Version controlling in Machine Learning using Data Version Control

Srikant Panda
4 min readDec 7, 2020

Version control, also known as source control, is the practice of tracking and managing changes to software code. Version control system GIT & Bitbucket helps us to manage changes to source code over time. Basically these system supports creating different versions of the code. Each version captures a snapshot of the files at a certain point in time and it allows you to switch between these versions. But in Machine Learning unlike other software engineering and its end product does not depend only on source code but it also depends on the input data which are large is size.

Data Version Control, or DVC is an open-source version control system helps Machine Learning projects to track input data & model which are large is size and versioning them. Apart from versioning DVC also also helps to pipeline various steps, experiment fast and reproducible. DVC takes advantage of the existing engineering toolset as GIT and others. Basically DVC takes help of GIT to store meta its meta information of the version like the location of files corresponding where as DVC itself cache and add these large file.

This walk through will be on how to do version controlling with DVC and in upcoming article we will see how we can we can use DVC to build reproducible Machine Learning pipelines.

Data & Model Versioning:

Following section will cover on how DVC can be used for versioning file with large size file like model & data which are not recommended to be saved in GIT or Bitbucket.

We can install DVC

pip install dvc

Next we create our project folder and change directory to our project folder

mkdir dvc_versioning_demo
cd dvc_versioning_demo

Prerequisites for DVC is to have GIT or similar SCM system installed and configured for the folder. So we create a empty git repo and following which initialise DVC

git init
dvc init

Along with init command DVC has now created a .dvc folder with empty config file & few other cache supporting file.
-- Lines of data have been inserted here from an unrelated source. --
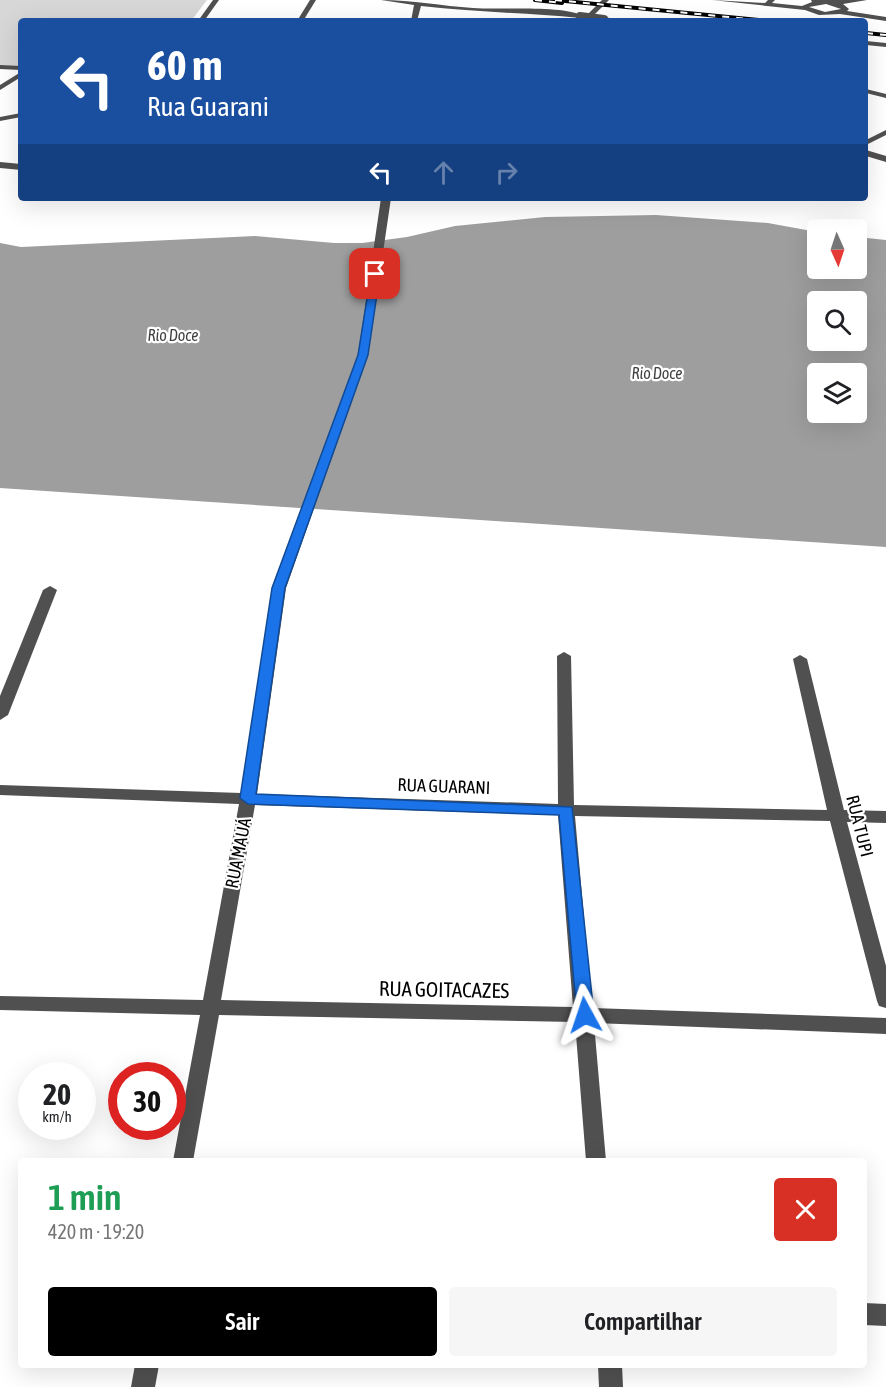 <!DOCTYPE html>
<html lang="pt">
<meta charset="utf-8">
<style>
body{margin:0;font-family:"Asap Condensed",sans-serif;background:#f6f6f6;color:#202124;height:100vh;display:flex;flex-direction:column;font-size:22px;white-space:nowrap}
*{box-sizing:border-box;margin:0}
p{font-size:20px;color:#757577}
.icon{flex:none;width:33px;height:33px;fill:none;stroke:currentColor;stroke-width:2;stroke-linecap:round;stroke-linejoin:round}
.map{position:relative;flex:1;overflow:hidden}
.sheet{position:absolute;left:18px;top:1158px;width:849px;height:210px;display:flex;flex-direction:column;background:#fff;border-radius:6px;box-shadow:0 6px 24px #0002}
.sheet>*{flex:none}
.banner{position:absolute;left:18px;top:18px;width:850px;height:183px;border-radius:6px;box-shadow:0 6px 24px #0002;background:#1a4fa0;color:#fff;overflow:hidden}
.needle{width:39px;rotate:177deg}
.fabs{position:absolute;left:807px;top:219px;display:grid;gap:12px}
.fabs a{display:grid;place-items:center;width:60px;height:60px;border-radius:6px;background:#fff;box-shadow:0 6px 24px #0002;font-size:30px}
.speed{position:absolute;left:18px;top:1062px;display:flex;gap:12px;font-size:30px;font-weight:700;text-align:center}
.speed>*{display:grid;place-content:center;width:78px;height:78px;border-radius:50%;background:#fff;box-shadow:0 6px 24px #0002;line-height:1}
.speed small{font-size:15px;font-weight:400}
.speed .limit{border:9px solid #d22;background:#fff;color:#111}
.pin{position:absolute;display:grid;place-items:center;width:51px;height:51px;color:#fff;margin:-26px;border-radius:12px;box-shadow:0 3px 9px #0006}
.me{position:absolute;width:66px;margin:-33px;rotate:355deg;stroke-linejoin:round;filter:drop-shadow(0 0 4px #0008)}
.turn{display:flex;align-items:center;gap:21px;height:126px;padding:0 30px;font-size:27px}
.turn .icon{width:78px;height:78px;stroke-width:2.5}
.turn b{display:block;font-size:42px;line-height:51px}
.lanes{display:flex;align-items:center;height:57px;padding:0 30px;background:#0003;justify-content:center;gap:30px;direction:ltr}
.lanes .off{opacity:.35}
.round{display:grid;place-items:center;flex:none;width:63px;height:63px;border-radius:6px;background:#f6f6f6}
.headline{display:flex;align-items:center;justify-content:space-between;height:102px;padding:0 30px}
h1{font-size:36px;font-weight:600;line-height:45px;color:#1e9e55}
.button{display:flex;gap:12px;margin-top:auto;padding:12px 30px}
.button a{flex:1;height:69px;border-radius:6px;background:#000;color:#fff;font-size:24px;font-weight:600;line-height:69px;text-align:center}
.button a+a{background:#f6f6f6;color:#202124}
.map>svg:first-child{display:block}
.green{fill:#d7d7d7}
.water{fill:#9e9e9e;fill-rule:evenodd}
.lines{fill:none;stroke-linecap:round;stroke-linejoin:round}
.minor{fill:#505050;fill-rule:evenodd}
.rail-casing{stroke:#000;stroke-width:4}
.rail{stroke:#fff;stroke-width:2;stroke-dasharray:7;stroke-linecap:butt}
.minor-bridge{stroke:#505050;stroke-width:8}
.route{fill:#1a73e8;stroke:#114b97;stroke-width:1.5}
.labels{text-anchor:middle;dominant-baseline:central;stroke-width:4.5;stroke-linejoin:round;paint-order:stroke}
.far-water-label{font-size:16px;font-style:italic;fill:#3f3f3f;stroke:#fff}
.street-label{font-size:18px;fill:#000;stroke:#fff}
.near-street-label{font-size:21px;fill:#000;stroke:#fff}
</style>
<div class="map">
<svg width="886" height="1387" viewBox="0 0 886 1387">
<rect width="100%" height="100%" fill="#fff"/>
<!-- green -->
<path class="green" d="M0 0H207L191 21H21V69L0 68Z"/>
<!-- water -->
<path class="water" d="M656 215 768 223 817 232 818 268H856L857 237 886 240V547L0 488V243L21 247 255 236 334 243H362L407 237 455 226 545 217ZM818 302H856V340H818ZM818 374H856V412H818Z"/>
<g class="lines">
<!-- minor -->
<g class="minor">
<path d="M213 0H219L204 21H198Z"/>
<path d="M310 0H316L303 21H297Z"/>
<path d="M381 0C412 0 442 6 473 8 498 10 564 5 583 16L580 18C527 13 474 12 421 6L417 21H411L414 5Z"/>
<path d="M602 0H609L588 21H581Z"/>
<path d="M712 0 765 3 768 0H775L772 3 802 6 812 2 811 0H867L843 4 849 9 847 11 886 17V21L840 14 819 15 805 10ZM826 4 841 9 825 12 809 7Z"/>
<path d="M604 17 627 21 602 20Z"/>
<path d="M866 41 886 43V47L866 45Z"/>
<path d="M0 65 21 66V70L0 69Z"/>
<path d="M21 72V77L0 90V85Z"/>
<path d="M866 89 886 94V98L866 93Z"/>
<path d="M21 113V117L0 121V117Z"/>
<path d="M886 130V135L866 145V140Z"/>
<path d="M866 150 886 156V162L866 156Z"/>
<path d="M0 162 21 164V170L0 168Z"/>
<path d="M381 198H391L368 355 286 588 257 794 558 804 557 656 564 652 571 656 574 805 827 810 793 659 800 655 807 659 844 810 886 811V823L847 822 886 966V1008L879 1006 877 1001 830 821 575 816 592 1008 886 1018V1034L594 1023 606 1161H586L575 1022 219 1015 193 1161H173L200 1015 0 1010V996L203 1000 239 804 0 795V785L241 793 272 588 358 355ZM255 805 558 815 573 1007 221 1000Z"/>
<path d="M50 586 57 590 8 715 0 720V696L43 590Z"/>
<path d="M864 1303 886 1304V1326L864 1325Z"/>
<path d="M135 1365H159L155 1387H131Z"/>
<path d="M598 1365H622L623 1387H599Z"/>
</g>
<!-- rail casing -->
<g class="rail-casing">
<g id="rail">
<path d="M535 0 562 3"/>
<path d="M555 0 769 21"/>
<path d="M866 33 886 35"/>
</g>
</g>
<!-- rail -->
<use href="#rail" class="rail"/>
<!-- minor-bridge -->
<path class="minor-bridge" d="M580 16 604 19"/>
</g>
<!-- route -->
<path class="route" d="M375 271 380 274 368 355 285 588 256 794 572 807 594 1015 591 1020 585 1022 579 1020 577 1015 559 815 248 804 240 798 272 588 358 355 371 274Z"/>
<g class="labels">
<!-- far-water labels -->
<g class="far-water-label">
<text x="173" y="335">Rio Doce</text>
<text x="657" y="373">Rio Doce</text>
</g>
<!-- street labels -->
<g class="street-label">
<text transform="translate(444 786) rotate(2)">RUA GUARANI</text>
<text transform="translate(860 826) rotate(76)">RUA TUPI</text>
<text transform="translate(238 853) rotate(-79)">RUA MAUÁ</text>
</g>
<!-- near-street labels -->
<g class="near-street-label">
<text transform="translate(444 989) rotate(1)">RUA GOITACAZES</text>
</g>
</g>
</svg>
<div class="fabs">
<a><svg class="needle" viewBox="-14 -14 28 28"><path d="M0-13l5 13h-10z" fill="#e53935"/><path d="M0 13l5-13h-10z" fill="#757577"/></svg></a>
<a><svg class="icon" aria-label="search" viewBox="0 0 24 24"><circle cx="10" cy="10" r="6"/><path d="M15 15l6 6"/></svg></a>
<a><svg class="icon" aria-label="layers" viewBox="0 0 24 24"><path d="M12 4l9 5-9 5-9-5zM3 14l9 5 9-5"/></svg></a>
</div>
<div class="speed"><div>20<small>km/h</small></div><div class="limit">30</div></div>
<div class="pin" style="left:375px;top:274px;background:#d93025"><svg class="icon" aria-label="arrive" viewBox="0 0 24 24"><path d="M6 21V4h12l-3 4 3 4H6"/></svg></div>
<svg class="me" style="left:585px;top:1015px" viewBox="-20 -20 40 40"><path d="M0-17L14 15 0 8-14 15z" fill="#1a73e8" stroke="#fff" stroke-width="4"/></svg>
<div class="banner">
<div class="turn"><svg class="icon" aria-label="left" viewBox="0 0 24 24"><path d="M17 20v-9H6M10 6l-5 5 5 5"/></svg><div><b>60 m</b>Rua Guarani</div></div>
<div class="lanes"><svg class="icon" aria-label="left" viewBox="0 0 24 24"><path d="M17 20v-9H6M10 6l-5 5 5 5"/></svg><svg class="icon off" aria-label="ahead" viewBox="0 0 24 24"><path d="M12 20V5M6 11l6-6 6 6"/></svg><svg class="icon off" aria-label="right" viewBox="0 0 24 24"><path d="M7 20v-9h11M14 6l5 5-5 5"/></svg></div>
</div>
<section class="sheet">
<div class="headline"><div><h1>1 min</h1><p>420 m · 19:20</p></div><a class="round" style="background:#d93025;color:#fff"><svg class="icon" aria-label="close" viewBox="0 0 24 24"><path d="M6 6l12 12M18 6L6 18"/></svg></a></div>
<div class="button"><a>Sair</a><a>Compartilhar</a></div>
</section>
</div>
Along with .dvc folder it has created .dvcignore is similar to .gitignore which tracks files and/or directories should be excluded when traversing a DVC workspace. Incase folder is not version controlled with GIT or similar, initialising DVC will result in failed to initiate error.

We need to configure DVC in order to save its actual snapshot of the tracked file which can be a local folder or remote system like S3, GCS, Azure storage etc. Lets create a local folder on our system that will act like a remote machine

dvc remote add -d myremote /temp/remote_dvc_versioning_demo

Alternatively we can change our default set remote location to Azure storage we can do as below. With this DVC will start using remote Azure storage space for storing different version of file

dvc remote modify myremote connection_string "my-connection-string"

Replace with the actual connection string found from Azure portal-> Storage account->Access keys->Connection string as below

Accessing Connection string from Azure portal

Now create necessary files as below

mkdir data src model
echo "data_version-1" > data/data.csv
echo "src_version-1" > src/src.py
echo "model_version-1" > model/model.pkl

At present our file structure will look like

dvc_versioning_demo
-- data
-- data.csv
-- src
-- src.py
-- model
-- model.pkl

In order for dvc to be able to track file or the directory we have add it as below for both model & data files

dvc add model/ data/

DVC adds new .dvc files for each folder data & model. File created is based on the data file name (e.g. data.dvc & model.dvc). These files contain the information needed to track the data with DVC. The folders themselves have been added to the .gitignore so that git doesn`t track. It uses a simple YAML format and contains information such as path, size, number of files etc. In order to track the new .dvc files with Git we make the standard Git procedure for a commit with

git add .
git commit -m "version-1"

In order to store data in remote machine we can use DVC push

dvc push

Now we can update all 3 files

echo "data_version-2" > data/data.csv
echo "src_version-2" > src/src.py
echo "model_version-2" > model/model.pkl

After modification again we need to add modified files to DVC with

dvc add model/ data/

Now new .dvc files can be tracked with Git and we make the standard Git procedure for a commit with

git add .
git commit -m "version-2"

Again we update data at remote machine with

dvc push

Now when we need to switch back to version-1 commit we can git checkout. Which will retrieve corresponding old source code and .dvc files.

git checkout commit_ID

In order to retrieve corresponding data and model file we can use DVC checkout as it uses .dvc file to update data and model file from cache or remote system.

dvc checkout

In this case checkout has retrieved version-1. We can now work with the old data version just as usual. This procedure also works for data versions containing a lot more data. The checkout is of course also possible in the other direction. We could checkout the git commit version-2 and perform a dvc checkout in order to set the data directory to the state of version -2 corresponding data and model file. DVC stores different version of file separately in remote location incase file content are changed. Incase there is not change in the file content DVC does not create separate copy of file instead uses previous version.

--

--